EXTRACTED MATERIAL:
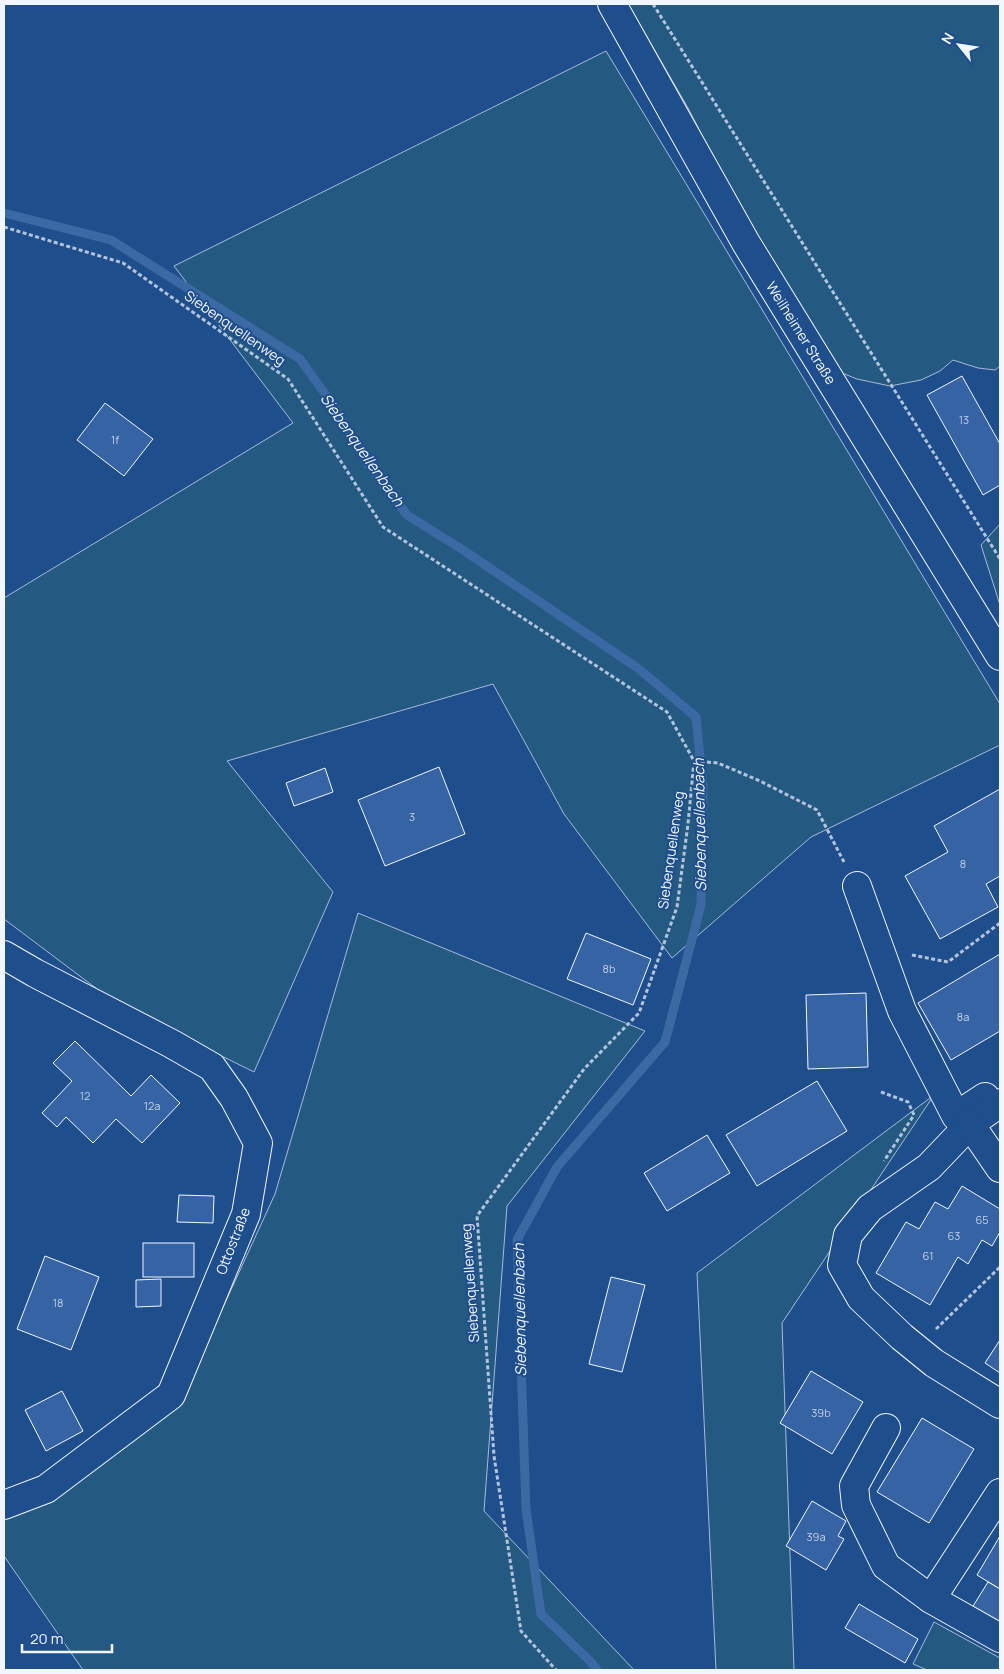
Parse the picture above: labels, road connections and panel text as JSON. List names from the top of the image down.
{
  "streets": {
    "street": ["Weilheimer Straße", "Ottostraße"],
    "path": ["Siebenquellenweg"]
  },
  "water": ["Siebenquellenbach"],
  "house_numbers": [
    "13",
    "1f",
    "3",
    "8",
    "8b",
    "8a",
    "12",
    "12a",
    "65",
    "63",
    "61",
    "18",
    "39b",
    "39a"
  ],
  "scale_bar": "20 m",
  "north": "top left"
}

TASK TO CARRY OUT: Could you copy every record above exactly, leaving out the pictures?

EXERCISE RESPONSE:
Parse the picture above: labels, road connections and panel text as JSON. List names from the top of the image down.
{
  "streets": {
    "street": ["Weilheimer Straße", "Ottostraße"],
    "path": ["Siebenquellenweg"]
  },
  "water": ["Siebenquellenbach"],
  "house_numbers": [
    "13",
    "1f",
    "3",
    "8",
    "8b",
    "8a",
    "12",
    "12a",
    "65",
    "63",
    "61",
    "18",
    "39b",
    "39a"
  ],
  "scale_bar": "20 m",
  "north": "top left"
}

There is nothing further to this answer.